Hi
I have a loss function that looks something like this
loss = logits + lambda * get_value_of_random_fc_neuron(neuron_index)
I use forward hooks to get the random neuron value in get_value_of_random_fc_neuron()
The issue is the gradients are same if
- loss = logits or
- loss = logits + lambda * get_value_of_random_fc_neuron(neuron_index)
This is because the value of neuron is a tensor without grad_fn assigned. How do i make sure the gradient is calculated for full loss.
Thanks in advance
Could you post the code you are using to select the neuron?
This dummy example seems to work:
lin = nn.Linear(2, 2, bias=False)
x = torch.randn(1, 2)
out = lin(x)
loss = out.mean()
loss.backward()
print(lin.weight.grad)
lin.zero_grad()
out = lin(x)
loss = out.mean() + lin.weight[0, 0]
loss.backward()
print(lin.weight.grad)
I haven’t tested it on more complicated models, so let me know, what the difference between your code and the example is.
Hi @ptrblck
Sorry for the confusion. I m looking at model activations and not the model weights.
Heres a sample code of what i m trying to do.
Case 1
class model(nn.Module):
def __init__():
#init model
def forward(self, x):
x = self.conv1(x)
x = self.fc1(x)
return x
def pick_random_neuron(layer_list, index_list):
# naive approach. Assume layer list and index list are just plain lists with layer names and corresponding list of number of neurons
layer_name, index = random.choice((layer_list, index_list))
activation = {}
def get_activation(name):
def hook(model, input, output):
activation[name] = output.detach()
model.eval()
input.requires_grad = True # i want to modify input with gradients
for name, layer in model.named_modules():
handle = layer.register_forward_hook(get_activation(name))
output = model(input)
layer_name, index= pick_random_neuron(layer_list, index_list)

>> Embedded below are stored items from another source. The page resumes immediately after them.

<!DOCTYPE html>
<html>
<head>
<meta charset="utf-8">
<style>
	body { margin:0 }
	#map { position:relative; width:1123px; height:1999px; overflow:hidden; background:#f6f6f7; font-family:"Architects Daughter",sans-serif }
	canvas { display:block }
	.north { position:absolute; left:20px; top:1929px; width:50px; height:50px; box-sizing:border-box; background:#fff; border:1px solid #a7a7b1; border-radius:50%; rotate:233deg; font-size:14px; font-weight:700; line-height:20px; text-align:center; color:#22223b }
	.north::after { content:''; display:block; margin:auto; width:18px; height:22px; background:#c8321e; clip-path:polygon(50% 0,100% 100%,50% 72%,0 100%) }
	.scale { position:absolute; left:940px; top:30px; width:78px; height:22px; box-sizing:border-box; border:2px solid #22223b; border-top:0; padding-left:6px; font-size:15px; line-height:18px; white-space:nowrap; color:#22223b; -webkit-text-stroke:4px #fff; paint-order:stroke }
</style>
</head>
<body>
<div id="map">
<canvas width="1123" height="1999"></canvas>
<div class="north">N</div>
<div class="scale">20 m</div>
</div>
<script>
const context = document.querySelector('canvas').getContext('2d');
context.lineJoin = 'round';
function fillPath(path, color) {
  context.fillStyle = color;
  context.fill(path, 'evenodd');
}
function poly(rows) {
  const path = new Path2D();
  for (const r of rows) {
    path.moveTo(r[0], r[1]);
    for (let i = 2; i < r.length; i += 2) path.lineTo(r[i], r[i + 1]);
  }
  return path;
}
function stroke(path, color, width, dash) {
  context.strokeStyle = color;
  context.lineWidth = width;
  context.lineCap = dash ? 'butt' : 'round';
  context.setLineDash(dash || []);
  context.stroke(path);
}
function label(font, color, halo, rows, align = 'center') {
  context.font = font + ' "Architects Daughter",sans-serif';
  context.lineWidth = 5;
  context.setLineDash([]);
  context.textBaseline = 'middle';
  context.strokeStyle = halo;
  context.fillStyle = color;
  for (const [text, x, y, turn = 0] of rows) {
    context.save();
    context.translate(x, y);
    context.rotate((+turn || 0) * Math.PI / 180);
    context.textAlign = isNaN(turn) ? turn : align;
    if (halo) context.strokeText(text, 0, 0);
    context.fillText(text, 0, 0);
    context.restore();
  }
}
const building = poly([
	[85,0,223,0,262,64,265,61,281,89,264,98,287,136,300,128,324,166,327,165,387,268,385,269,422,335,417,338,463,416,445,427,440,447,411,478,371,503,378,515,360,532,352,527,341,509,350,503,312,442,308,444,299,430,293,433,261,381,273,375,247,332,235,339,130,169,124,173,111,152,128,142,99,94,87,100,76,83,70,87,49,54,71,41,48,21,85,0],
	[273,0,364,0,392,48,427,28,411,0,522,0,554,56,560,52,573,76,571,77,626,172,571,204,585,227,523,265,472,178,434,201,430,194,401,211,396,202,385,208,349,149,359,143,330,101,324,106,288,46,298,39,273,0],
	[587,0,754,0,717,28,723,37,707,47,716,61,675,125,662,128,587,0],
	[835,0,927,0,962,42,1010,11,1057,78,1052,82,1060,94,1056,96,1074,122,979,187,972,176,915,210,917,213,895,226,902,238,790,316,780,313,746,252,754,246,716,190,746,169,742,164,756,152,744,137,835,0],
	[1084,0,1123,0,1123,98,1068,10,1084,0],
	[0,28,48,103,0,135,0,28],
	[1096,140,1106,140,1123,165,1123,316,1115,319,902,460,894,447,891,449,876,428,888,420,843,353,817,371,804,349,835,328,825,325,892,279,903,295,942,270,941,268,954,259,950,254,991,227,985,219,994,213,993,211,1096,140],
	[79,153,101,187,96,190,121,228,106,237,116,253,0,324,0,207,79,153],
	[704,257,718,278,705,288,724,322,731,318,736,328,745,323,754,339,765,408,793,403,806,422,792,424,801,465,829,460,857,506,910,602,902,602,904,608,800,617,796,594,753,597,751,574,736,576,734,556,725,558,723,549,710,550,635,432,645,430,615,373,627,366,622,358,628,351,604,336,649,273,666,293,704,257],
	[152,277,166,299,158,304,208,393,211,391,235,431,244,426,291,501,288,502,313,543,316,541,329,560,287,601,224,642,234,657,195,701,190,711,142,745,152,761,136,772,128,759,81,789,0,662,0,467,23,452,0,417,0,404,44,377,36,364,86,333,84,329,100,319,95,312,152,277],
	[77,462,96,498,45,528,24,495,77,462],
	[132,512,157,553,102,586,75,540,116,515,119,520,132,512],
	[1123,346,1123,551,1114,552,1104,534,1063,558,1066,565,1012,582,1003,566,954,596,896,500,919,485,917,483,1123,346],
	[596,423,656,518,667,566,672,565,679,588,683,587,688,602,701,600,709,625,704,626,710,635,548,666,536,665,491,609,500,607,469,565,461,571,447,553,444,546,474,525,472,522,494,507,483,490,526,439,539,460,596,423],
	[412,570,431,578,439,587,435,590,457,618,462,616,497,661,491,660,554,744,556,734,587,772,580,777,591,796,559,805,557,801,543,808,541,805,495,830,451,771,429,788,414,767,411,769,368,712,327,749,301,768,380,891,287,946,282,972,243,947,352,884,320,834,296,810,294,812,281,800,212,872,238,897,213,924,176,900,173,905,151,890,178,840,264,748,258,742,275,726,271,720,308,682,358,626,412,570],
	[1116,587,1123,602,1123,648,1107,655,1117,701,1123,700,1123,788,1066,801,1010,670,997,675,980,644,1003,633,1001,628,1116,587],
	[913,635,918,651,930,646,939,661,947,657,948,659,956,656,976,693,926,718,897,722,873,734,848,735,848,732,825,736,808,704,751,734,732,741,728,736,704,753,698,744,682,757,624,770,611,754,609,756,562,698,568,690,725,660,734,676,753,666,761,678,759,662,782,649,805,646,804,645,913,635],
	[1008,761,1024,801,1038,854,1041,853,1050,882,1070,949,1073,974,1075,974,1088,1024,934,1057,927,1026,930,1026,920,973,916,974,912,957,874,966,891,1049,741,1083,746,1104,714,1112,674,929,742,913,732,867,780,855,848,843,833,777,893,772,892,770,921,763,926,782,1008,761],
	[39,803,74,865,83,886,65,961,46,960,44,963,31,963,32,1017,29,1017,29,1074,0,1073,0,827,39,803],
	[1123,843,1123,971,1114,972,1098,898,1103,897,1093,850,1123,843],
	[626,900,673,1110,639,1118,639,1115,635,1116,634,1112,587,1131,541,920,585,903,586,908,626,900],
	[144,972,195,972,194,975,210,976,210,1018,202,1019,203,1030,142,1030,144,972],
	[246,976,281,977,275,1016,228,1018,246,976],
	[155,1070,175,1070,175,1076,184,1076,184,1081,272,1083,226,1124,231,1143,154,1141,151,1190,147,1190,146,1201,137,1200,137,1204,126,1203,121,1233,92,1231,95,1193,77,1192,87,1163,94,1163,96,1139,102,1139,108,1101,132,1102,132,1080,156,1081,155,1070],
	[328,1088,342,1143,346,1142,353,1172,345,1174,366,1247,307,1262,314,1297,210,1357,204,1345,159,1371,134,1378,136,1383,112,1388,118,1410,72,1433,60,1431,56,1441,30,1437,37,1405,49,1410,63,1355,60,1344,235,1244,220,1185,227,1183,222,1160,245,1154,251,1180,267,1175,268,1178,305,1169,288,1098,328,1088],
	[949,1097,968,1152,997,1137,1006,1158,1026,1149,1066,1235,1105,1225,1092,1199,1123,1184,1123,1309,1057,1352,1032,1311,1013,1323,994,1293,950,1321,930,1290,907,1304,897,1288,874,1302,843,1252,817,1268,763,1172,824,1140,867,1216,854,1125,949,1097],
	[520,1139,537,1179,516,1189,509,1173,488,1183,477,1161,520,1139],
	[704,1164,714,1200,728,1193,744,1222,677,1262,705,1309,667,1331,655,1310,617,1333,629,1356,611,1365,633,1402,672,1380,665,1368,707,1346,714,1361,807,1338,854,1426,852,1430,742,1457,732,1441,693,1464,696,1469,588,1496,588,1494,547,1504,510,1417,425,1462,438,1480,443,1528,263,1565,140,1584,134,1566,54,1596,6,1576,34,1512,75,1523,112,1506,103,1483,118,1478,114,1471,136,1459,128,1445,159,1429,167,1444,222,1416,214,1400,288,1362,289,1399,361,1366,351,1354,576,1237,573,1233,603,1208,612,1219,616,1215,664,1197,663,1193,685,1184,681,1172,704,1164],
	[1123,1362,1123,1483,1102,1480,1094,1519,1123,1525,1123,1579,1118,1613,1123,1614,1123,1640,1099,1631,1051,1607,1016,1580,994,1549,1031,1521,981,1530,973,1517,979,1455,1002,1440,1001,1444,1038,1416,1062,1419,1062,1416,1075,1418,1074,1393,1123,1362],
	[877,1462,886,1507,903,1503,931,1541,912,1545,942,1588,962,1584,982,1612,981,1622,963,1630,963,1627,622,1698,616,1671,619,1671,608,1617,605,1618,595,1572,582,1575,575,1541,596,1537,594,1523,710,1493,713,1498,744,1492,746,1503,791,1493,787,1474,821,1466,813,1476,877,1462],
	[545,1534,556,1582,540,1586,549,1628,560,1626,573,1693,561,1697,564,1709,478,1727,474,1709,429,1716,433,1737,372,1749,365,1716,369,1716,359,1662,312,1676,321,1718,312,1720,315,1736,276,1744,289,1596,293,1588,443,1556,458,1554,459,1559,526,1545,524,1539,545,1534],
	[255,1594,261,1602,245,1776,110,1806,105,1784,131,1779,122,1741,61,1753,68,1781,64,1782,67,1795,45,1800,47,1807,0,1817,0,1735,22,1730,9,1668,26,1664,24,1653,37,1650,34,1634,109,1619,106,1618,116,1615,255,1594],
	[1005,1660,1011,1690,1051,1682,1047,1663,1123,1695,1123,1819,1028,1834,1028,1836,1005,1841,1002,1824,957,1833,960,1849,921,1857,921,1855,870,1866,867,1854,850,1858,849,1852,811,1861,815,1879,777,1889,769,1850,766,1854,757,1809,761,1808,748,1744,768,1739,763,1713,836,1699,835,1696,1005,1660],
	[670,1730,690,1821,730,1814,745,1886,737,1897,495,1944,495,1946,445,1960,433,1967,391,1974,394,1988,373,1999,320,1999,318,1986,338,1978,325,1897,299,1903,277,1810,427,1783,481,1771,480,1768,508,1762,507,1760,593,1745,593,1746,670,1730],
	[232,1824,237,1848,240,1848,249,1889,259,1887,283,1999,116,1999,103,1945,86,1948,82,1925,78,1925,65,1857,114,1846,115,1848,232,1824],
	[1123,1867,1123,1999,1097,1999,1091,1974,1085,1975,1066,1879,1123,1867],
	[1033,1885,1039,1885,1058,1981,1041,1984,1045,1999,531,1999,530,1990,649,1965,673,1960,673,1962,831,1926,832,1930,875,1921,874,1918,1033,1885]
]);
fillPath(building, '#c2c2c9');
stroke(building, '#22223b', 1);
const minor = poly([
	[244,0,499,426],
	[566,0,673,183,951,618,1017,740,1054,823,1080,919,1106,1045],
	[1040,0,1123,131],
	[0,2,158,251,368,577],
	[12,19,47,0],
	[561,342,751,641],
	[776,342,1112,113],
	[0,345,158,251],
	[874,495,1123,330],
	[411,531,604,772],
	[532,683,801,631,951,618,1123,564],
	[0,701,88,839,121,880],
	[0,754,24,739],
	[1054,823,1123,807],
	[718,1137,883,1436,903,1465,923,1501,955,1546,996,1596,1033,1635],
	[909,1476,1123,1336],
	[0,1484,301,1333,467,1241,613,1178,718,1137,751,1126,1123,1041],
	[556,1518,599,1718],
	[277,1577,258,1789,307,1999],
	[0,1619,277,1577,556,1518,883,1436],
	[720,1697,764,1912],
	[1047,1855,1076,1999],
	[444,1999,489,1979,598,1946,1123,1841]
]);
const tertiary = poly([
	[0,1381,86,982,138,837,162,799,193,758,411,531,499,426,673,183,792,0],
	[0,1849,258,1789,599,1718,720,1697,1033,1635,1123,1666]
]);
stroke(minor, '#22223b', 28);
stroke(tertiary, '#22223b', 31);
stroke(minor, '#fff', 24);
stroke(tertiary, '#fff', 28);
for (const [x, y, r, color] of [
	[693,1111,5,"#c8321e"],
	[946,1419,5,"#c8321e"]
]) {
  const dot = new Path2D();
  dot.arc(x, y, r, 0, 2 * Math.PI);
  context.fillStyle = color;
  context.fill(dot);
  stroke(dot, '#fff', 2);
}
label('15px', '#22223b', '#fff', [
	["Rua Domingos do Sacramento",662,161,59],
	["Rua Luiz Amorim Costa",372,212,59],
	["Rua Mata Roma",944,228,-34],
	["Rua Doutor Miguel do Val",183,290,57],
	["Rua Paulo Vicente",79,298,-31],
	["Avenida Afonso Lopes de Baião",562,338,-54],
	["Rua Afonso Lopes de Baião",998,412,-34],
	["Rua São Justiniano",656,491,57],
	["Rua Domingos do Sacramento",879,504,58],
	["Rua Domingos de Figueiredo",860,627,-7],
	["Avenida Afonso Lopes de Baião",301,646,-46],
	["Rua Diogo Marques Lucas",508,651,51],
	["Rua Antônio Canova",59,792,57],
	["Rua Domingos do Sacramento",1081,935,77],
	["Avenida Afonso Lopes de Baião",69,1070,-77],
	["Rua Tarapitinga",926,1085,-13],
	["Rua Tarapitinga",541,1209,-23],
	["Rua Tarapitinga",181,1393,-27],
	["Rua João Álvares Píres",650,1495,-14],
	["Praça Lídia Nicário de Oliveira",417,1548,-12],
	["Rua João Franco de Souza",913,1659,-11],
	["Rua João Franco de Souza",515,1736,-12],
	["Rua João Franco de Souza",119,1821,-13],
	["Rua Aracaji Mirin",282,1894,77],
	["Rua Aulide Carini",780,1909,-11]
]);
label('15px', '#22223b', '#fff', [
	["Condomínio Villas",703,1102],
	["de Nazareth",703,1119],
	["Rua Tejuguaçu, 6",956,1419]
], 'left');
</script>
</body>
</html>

#get activation value, assume conv and fc layers are reshaped to 1d vector
value = activation[layer_name][index]
some_loss = nn.Criterion(output, target)
loss = some_loss + value
model.zero_grad()
loss.backward()
data_grad = input.grad.data
Since value
is taken from forward hook, there is no grad_fn and value
does not play a role in loss and grads calculation for finding gradients to change data. This basically ends up as adding some scalar value at the end to the loss function.
I can solve this problem by changing model forward to output all layers.
Case 2
class model(nn.Module):
def __init__(self):
# model init
def forward(self, x):
x1 = self.conv1(x)
x2 = self.fc1(x1)
return x1, x2
x1, x2 = model(input)
layer_name, index= pick_random_neuron(layer_list, index_list)
if layer_name == 'Conv1':
x1.view(-1)[index]
elif layer_name == 'fc1':
x2.view(-1)[index]
Case 2 works. But is there a possiblity to solve this problem using forward hooks as they are more flexible for larger models?
Thanks for the update!
Your forward hook detaches the output.
Could you remove the detach()
call and try it again?
Hey @ptrblck. Thanks a lot. That worked.